The medium used to send a message may range from an individual's voice, writing, clothing, and body language to forms of mass communication such as newspapers, television, and the internet.

Communication Media Changes Over Time

Before the printing press, mass communication didn't exist, as books were hand-written and literacy wasn't widespread throughout all social classes. The invention of moveable type was a major communication innovation for the world.

Author Paula S. Tompkins sums up the history of communication and change thusly:

"When a communication medium changes, our practices and experiences of communication also change. The technology of writing liberated human communication from the medium of face-to-face (f2f) interaction. This change affected both the process and experience of communication, as persons no longer needed to be physically present to communicate with one another. The technology of the printing press further promoted the medium of writing by mechanizing the creation and distribution of the written word. This began the new communication form of mass communication in pamphlets, newspapers, and cheap books, in contrast to the medium of handwritten documents and books. Most recently, the medium of digital technology is again changing the process and experience of human communication."

("Practicing Communication Ethics: Development, Discernment, and Decision-Making." Routledge, 2016)Television mass media used to distill the news into a nightly news hour. With the advent of 24-hour news channels on cable, people could check in hourly or at any point in the hour to find out the latest news. Now, with social media platforms and the ubiquitous smartphones in our pockets, we can check news and happenings—or be alerted of them—constantly throughout the day. This puts a lot more news up front just because it's the most recent. News outlets and channels looking for people's eyeballs on their content (and advertisers) have a lot of pressure to keep those updates coming to people's feeds.

The outrageous, shocking, and easily digestible gets shared more widely than something that's complex and nuanced.

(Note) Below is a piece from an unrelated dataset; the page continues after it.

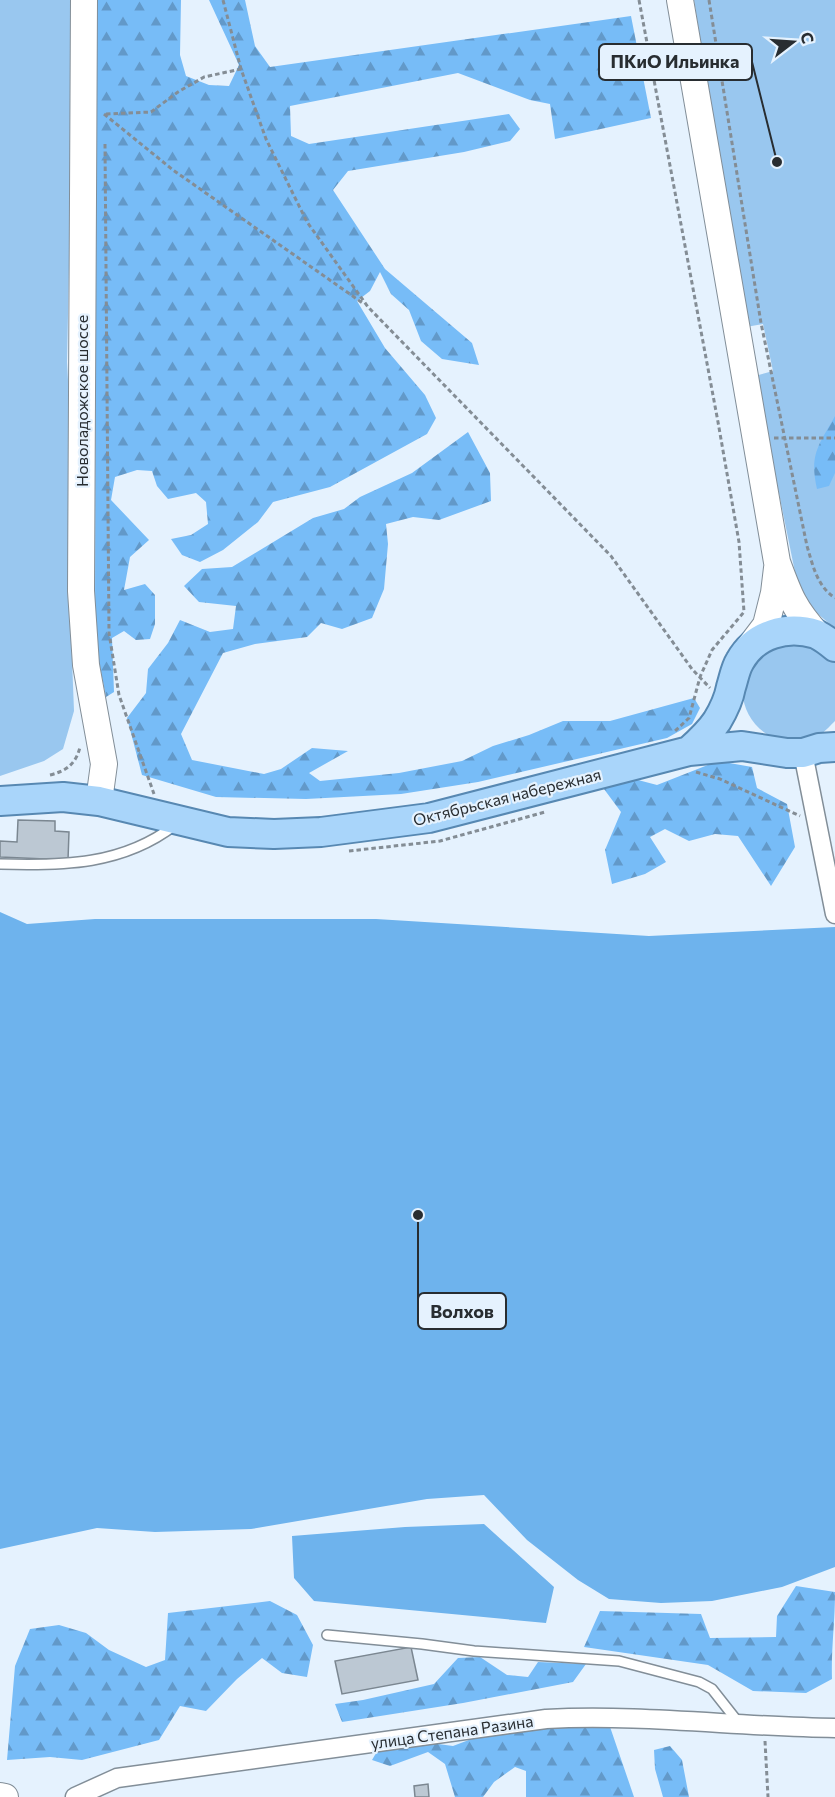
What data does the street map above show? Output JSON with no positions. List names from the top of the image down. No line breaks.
{"streets":{"main road":["Новоладожское шоссе","Октябрьская набережная"],"street":["улица Степана Разина"]},"crossings":[["Новоладожское шоссе","Октябрьская набережная"]],"places":["ПКиО Ильинка","Волхов"],"north":"right"}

Something short gets read more widely than something long.

Authors James W. Chesebro and Dale A. Bertelsen noted how modern messaging seems a lot more like marketing than discourse, and their observation has only been amplified with the advent of social media:

"[A] significant shift in the nature of communication has been reported for several decades. Increasingly, it has been noted that a shift from a content orientation—with its emphasis on the ideational or substantive dimension of discourse—to a concern for form or medium—with an emphasis on image, strategy, and patterns of discourse—has been identified as a central feature of the information age." ("Analyzing Media: Communication Technologies as Symbolic and Cognitive Systems." Guilford Press, 1996)

Is the Medium the Message?

If the medium through which information is delivered via affects what people get out of it, that could have big implications for today. As people move away from the in-depth coverage of an issue they can receive in print media to getting more information from social media, they consume increasing amounts of their information in soundbites, shared snippets of news that may be slanted (or fake, i.e., completely invented with no basis in fact), or inaccurate. In the modern age of "people will remember it if you repeat it often enough—it doesn't matter if it's true," it takes deeper dives into the information by message receivers to find out the real story and any hidden motives behind the headlines.